Task details:
Below are the records. Count the lines containing the string "place", and reply with the number alone.

Material for the task:
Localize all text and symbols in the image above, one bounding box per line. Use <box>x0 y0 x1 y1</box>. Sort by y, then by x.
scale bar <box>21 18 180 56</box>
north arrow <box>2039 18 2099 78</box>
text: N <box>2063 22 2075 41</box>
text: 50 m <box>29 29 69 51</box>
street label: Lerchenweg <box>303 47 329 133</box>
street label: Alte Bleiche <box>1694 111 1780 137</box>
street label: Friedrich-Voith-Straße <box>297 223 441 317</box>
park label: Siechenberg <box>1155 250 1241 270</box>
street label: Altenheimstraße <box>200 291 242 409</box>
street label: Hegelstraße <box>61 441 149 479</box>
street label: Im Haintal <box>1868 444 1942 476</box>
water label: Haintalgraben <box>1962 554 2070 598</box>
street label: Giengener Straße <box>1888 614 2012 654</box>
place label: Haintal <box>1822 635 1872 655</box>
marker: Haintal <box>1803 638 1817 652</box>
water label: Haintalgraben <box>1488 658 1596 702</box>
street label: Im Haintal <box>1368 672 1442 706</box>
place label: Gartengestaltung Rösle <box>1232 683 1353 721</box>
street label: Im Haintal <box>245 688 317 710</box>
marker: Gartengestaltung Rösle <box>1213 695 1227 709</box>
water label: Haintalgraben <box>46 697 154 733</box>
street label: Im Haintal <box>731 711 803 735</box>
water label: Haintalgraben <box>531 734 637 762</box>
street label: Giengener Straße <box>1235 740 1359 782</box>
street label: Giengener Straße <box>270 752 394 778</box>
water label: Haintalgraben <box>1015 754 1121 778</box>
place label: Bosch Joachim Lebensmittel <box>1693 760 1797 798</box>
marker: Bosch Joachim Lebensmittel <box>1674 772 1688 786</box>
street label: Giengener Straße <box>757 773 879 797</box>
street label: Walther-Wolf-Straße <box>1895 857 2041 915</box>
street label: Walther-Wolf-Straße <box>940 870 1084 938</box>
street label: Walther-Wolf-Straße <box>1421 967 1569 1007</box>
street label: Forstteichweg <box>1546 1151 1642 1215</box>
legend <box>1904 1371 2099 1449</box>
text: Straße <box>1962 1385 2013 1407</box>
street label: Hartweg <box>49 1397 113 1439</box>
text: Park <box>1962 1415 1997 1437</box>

Result:
3